Возле дома из двух половин, ведущих свой интерес — в пять и семь этажей, брат Сильвестр равнялся с крупным котом: масть — ночные оргии, глаз сценично заклеен слипшейся шерстью, ухо скошено, а на шее — белая вспышка или сорванная удушьем бабочка. Кот не глотал дорогу, но маневрировал и брезгливо выбирал в тополиной и березовой стружке, где выставить лапу, и Сильвестр восхищался отважнейшим, смело сделавшим ход вдоль улицы, полагая до встреченного артиста ночи, что кошачьи продвигаются — поперек и у ветреного семейства не бывает длинных городских планов… А может, сам Князь Тьмы разрешил Сильвестру догнать себя.

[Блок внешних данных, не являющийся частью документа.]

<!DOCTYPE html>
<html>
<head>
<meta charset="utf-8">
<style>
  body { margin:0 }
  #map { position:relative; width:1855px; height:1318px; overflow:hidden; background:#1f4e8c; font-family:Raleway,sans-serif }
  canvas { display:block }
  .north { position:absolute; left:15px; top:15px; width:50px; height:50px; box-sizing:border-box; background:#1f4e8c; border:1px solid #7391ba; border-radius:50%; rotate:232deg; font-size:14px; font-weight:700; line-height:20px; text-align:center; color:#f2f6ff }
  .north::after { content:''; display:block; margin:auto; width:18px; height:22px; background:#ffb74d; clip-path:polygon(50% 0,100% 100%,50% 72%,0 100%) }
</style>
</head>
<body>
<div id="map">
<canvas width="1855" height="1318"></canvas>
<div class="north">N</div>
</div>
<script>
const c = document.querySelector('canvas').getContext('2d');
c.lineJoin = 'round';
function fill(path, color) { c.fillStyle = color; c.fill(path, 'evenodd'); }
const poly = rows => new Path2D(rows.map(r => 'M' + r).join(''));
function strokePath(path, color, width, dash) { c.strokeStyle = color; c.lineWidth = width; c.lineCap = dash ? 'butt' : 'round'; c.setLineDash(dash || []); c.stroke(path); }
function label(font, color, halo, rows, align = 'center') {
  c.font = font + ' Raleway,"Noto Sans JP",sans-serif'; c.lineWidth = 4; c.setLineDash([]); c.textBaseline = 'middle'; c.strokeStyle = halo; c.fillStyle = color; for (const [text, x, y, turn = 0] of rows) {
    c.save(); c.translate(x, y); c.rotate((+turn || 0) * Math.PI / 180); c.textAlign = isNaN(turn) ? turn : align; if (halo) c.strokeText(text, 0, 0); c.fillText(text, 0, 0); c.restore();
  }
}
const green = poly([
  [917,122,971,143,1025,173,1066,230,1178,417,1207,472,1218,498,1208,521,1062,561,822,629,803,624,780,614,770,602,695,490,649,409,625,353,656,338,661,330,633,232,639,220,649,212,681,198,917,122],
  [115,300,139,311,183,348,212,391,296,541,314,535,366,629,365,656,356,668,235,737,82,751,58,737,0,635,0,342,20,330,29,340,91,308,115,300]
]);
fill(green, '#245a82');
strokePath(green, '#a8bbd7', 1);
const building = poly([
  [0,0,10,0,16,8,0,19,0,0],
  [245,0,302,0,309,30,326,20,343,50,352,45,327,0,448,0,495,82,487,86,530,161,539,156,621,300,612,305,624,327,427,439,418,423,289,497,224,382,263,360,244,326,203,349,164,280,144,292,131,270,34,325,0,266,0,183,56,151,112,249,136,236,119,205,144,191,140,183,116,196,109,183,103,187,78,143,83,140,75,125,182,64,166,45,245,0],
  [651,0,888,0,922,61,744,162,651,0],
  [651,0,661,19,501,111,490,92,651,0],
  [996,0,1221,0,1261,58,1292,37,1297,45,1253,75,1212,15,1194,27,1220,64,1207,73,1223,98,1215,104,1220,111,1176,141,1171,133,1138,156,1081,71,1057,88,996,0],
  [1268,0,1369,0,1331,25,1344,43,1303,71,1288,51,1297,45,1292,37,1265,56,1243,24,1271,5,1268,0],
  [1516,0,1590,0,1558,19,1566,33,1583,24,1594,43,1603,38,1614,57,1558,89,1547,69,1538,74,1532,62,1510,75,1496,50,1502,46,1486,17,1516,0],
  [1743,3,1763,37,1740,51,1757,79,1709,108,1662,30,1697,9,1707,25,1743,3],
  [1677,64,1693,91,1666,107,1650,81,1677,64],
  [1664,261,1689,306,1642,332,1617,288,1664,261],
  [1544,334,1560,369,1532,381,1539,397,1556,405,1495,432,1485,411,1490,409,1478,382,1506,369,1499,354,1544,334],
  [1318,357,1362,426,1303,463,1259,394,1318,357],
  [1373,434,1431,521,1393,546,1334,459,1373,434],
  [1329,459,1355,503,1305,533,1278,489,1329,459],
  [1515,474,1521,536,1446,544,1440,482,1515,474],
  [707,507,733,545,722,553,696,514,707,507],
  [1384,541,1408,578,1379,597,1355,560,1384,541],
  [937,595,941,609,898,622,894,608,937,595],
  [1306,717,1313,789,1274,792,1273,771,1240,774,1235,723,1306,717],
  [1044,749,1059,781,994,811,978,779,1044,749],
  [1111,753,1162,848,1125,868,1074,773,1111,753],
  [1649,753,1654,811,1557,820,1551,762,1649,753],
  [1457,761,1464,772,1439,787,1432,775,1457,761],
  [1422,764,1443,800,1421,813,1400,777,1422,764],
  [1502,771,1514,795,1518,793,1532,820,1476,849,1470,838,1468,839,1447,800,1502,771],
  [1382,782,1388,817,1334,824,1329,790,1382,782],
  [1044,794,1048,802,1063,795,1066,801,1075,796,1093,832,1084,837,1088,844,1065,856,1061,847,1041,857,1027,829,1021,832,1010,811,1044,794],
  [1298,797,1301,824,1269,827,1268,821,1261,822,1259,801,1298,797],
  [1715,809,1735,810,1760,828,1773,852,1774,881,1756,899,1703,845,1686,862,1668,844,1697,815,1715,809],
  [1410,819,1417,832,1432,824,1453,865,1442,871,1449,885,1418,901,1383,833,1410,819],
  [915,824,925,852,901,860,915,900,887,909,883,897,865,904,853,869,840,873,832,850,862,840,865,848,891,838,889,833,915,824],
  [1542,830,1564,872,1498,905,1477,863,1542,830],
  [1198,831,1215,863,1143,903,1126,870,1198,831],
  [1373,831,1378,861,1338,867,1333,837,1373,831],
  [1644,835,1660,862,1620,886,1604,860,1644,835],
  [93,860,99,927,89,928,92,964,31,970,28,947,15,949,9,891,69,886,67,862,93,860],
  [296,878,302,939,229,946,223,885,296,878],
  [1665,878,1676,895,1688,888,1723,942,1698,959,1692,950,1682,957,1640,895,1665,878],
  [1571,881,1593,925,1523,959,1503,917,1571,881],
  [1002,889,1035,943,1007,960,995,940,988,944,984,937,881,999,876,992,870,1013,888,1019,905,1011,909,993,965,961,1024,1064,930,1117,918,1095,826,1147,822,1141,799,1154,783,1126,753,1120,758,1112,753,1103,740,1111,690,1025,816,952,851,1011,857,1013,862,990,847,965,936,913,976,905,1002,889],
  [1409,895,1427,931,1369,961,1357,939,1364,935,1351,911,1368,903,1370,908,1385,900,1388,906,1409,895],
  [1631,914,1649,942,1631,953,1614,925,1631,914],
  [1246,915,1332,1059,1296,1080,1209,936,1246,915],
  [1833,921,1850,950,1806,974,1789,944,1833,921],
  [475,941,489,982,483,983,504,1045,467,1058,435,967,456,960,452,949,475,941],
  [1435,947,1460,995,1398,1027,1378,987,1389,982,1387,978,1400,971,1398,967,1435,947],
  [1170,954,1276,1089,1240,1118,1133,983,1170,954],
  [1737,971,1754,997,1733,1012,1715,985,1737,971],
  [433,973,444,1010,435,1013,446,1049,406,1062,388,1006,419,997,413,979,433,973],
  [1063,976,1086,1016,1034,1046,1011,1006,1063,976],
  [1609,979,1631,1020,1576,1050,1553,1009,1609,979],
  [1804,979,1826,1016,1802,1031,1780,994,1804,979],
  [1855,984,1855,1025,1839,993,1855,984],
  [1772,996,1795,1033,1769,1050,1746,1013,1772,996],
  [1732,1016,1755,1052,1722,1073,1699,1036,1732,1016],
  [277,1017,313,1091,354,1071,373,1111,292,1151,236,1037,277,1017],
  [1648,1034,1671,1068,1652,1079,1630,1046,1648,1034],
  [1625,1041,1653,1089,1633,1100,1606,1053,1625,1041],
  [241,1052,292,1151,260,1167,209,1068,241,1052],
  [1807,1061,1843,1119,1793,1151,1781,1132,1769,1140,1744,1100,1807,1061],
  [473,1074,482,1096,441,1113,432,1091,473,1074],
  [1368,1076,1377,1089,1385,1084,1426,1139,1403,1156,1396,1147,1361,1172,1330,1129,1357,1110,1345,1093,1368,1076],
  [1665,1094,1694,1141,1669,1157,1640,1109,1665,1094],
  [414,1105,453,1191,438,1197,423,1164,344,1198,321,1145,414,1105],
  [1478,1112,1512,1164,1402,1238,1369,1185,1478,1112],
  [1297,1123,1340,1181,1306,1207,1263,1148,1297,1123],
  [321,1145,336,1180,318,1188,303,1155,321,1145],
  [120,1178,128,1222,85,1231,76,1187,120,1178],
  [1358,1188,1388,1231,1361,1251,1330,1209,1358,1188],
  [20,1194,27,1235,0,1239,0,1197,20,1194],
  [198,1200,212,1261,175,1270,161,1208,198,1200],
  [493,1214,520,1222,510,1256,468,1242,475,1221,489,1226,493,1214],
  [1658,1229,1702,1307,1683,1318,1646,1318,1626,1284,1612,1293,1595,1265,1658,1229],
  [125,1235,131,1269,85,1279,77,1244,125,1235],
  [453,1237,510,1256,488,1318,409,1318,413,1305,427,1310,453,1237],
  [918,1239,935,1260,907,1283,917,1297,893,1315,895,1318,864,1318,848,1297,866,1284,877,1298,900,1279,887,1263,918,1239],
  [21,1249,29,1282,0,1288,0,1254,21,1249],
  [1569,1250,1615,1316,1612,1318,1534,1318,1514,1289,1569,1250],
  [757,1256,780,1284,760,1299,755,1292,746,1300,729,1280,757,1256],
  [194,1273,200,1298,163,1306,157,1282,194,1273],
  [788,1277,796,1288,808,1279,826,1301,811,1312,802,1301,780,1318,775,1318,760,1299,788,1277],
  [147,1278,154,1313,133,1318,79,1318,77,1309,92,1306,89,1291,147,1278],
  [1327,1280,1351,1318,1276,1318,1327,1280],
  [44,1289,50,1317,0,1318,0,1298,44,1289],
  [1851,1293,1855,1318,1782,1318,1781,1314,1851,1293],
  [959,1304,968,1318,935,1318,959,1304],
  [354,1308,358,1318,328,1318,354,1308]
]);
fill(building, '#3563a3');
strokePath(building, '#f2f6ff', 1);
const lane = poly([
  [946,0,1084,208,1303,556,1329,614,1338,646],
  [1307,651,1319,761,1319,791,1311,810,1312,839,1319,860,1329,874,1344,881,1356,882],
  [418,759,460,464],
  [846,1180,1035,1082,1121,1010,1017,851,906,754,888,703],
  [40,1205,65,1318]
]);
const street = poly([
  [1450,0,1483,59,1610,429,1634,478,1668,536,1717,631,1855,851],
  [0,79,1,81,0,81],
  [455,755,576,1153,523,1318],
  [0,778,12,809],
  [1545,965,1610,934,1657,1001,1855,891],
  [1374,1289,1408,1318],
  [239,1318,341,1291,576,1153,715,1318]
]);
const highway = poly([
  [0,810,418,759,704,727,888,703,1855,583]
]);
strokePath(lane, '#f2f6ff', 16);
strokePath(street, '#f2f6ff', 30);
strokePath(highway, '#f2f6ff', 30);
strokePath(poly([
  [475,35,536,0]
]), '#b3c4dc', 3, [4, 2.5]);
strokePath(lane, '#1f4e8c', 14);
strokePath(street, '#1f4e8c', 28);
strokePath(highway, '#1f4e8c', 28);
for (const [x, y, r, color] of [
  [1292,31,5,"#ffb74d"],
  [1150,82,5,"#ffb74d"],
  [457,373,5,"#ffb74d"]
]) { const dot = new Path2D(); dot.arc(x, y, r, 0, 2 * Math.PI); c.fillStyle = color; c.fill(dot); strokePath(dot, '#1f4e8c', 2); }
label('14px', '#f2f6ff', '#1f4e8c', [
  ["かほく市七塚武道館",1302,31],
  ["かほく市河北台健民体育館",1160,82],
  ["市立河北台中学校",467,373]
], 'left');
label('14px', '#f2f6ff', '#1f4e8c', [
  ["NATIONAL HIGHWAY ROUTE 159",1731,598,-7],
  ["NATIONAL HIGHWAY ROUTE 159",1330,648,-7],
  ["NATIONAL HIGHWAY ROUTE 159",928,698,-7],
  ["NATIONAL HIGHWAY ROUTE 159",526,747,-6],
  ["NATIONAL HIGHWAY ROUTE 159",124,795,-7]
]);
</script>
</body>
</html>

Два учащихся средней ступени, один румян и упруг, второй — суставчат и удлинен, меняли науки на труд и гуляли под стеной продуктовых композиций, пронося на себе рыцарский доспех не с гербом, но с манящим посулом: «Мгновенное фото — на любой паспорт». И в рабочей скуке — от коляски с кока-колами, жвачками и шоколадом до павильона с наросшим на стену факелом — не гриб-паразит, но рожок крем-брюле — сталкивались и бодрили друг друга тумаком.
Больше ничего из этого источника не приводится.